***** DATASET
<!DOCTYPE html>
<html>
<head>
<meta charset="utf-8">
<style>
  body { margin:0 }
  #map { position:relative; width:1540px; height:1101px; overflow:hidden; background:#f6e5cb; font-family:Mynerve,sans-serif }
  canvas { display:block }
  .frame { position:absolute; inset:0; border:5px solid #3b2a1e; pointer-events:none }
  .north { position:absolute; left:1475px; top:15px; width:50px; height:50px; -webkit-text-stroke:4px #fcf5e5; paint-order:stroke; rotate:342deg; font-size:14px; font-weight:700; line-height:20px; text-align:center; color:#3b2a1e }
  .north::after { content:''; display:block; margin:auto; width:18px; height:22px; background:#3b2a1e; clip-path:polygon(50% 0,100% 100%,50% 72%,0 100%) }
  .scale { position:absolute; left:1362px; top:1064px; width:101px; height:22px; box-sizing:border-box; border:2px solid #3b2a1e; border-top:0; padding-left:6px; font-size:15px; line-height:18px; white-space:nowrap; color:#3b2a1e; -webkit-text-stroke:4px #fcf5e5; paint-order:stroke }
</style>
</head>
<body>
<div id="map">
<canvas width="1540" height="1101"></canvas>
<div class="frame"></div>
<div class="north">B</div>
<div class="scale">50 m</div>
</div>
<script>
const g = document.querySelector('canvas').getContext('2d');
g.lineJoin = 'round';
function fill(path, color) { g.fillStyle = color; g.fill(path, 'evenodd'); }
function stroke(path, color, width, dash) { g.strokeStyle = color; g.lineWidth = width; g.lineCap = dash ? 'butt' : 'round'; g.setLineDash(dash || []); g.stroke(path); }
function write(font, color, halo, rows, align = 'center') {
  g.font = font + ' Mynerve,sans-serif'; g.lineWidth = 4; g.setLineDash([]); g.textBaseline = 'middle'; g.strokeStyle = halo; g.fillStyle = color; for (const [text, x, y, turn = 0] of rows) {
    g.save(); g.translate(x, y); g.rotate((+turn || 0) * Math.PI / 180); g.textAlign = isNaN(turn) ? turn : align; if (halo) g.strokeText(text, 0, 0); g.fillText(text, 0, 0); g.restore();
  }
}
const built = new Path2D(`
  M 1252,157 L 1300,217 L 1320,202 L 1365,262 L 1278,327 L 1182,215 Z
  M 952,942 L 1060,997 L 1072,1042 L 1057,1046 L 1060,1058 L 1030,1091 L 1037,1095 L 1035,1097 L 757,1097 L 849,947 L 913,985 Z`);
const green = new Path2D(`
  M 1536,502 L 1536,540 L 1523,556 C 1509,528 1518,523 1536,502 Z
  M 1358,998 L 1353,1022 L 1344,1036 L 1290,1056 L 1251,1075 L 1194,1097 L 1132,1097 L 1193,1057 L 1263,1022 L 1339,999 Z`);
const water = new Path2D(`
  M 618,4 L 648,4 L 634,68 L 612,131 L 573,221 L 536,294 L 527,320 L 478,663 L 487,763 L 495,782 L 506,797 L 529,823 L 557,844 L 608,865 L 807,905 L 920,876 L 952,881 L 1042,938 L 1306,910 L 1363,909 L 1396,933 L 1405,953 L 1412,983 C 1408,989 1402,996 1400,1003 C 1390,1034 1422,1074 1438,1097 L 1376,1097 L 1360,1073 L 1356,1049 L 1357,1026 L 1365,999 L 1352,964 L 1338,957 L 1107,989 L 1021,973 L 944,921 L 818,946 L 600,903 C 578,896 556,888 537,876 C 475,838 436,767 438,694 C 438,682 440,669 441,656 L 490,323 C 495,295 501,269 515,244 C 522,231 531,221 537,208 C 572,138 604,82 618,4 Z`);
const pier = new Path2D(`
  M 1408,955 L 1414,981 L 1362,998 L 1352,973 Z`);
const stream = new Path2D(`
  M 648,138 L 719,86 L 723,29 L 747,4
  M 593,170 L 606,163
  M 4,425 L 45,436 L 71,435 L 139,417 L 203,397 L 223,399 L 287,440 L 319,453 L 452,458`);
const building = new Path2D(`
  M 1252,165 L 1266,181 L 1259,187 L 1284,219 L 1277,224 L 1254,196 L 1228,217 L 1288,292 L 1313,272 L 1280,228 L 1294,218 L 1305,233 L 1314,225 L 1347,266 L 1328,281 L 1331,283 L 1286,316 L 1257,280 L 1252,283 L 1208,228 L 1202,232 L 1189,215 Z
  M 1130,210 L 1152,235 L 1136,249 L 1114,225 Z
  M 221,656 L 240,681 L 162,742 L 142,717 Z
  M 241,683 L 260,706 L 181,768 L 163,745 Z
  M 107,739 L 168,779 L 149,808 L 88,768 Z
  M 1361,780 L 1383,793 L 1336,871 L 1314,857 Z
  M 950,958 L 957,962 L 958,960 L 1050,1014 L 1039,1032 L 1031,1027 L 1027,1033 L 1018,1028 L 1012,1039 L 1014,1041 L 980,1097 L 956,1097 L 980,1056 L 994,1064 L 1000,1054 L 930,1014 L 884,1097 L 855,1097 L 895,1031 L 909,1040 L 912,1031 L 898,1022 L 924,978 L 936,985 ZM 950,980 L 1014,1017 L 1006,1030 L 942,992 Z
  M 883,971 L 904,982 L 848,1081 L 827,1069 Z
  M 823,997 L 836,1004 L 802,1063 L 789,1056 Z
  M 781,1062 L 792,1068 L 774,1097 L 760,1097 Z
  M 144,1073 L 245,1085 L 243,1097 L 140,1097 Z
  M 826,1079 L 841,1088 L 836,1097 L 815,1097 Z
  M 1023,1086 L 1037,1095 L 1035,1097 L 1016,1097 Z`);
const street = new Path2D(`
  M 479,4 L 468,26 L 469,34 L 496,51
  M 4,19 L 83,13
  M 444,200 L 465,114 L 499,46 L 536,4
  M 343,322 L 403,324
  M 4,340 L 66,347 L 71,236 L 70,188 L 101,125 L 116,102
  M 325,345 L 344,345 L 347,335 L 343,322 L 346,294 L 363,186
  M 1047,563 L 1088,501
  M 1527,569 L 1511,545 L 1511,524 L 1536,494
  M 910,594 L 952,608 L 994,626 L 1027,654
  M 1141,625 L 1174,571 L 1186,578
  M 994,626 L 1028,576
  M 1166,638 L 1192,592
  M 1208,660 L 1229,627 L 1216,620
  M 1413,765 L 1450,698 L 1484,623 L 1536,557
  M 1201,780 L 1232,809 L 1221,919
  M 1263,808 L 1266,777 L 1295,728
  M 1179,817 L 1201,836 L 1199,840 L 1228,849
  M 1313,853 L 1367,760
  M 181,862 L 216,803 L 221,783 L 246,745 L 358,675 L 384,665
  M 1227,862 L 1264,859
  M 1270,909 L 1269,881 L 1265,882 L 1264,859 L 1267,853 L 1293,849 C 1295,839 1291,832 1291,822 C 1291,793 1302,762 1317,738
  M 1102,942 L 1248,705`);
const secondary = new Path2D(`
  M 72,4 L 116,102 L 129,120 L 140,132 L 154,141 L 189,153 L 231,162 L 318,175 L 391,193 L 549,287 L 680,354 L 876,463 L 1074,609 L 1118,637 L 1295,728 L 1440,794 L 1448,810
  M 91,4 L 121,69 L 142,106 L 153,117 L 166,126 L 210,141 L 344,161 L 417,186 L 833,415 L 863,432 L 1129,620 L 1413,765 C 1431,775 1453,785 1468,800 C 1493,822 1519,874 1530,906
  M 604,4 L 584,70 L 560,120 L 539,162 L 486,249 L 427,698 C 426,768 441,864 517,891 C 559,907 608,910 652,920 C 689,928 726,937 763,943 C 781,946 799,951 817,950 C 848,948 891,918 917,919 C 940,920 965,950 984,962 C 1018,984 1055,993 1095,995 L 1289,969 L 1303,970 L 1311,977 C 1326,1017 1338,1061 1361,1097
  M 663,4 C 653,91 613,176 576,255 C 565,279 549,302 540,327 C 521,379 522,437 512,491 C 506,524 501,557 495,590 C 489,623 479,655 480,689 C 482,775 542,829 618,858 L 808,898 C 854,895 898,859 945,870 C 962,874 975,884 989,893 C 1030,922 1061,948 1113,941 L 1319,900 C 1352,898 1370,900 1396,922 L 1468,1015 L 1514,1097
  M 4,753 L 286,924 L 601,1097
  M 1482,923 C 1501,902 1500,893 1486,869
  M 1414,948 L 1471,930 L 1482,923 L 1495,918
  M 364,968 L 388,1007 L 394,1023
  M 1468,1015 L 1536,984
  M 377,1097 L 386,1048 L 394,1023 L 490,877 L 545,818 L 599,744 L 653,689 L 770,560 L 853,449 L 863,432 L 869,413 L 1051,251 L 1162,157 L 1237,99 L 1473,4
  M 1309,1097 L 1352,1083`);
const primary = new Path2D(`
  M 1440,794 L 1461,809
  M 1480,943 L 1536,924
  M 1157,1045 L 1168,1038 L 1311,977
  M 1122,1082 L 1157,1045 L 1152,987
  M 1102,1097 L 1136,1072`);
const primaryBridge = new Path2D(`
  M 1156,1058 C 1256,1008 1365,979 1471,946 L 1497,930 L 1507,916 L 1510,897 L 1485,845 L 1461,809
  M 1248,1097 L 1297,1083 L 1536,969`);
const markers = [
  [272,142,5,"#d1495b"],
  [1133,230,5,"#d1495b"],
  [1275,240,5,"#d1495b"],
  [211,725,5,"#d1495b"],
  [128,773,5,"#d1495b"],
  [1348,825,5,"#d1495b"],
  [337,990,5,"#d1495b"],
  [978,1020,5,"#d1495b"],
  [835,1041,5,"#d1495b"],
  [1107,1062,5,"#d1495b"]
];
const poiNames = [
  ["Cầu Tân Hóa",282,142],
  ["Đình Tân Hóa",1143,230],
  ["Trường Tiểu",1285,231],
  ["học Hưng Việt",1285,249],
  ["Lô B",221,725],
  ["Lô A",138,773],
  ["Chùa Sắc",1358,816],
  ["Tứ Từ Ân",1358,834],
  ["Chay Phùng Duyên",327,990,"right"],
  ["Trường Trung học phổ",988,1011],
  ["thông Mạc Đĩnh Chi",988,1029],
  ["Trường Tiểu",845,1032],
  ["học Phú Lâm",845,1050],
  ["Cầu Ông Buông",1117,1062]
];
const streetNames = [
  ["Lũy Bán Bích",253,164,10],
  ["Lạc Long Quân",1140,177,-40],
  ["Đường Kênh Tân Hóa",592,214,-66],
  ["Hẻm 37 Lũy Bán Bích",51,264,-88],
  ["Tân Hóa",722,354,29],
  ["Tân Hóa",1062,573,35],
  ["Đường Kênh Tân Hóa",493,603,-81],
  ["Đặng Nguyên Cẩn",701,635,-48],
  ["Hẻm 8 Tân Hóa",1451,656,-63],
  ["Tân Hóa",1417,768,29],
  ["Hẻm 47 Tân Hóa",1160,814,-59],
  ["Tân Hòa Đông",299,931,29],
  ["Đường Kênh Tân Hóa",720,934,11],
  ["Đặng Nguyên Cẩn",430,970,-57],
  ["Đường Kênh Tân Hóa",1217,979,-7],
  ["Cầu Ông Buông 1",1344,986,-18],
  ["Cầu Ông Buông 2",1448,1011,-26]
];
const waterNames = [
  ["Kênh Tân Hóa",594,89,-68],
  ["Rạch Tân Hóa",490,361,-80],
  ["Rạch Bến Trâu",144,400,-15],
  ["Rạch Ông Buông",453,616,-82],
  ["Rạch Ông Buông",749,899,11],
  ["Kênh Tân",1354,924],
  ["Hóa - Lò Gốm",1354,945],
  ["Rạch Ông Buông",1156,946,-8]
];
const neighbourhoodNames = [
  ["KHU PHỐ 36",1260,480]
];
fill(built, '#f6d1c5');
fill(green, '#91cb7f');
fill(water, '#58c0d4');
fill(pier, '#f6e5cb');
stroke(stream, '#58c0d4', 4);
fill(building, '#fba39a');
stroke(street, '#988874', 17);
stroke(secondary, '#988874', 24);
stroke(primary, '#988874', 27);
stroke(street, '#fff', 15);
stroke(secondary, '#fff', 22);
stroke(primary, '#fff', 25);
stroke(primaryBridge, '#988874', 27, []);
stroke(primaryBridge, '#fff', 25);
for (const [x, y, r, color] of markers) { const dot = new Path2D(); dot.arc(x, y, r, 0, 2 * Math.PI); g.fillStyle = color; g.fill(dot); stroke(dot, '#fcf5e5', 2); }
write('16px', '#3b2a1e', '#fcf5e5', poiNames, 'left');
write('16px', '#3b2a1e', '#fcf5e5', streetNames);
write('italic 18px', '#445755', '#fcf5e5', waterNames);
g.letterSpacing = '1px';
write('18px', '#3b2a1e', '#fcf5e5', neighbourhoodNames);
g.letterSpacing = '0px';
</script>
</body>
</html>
**********
Taking the entries above, print exactly the lines starting at the line with "g.lineJoin = 'round';" and ending at the line with "function write(font, color, halo, rows, align", both included.

> **RESULT**:
g.lineJoin = 'round';
function fill(path, color) { g.fillStyle = color; g.fill(path, 'evenodd'); }
function stroke(path, color, width, dash) { g.strokeStyle = color; g.lineWidth = width; g.lineCap = dash ? 'butt' : 'round'; g.setLineDash(dash || []); g.stroke(path); }
function write(font, color, halo, rows, align = 'center') {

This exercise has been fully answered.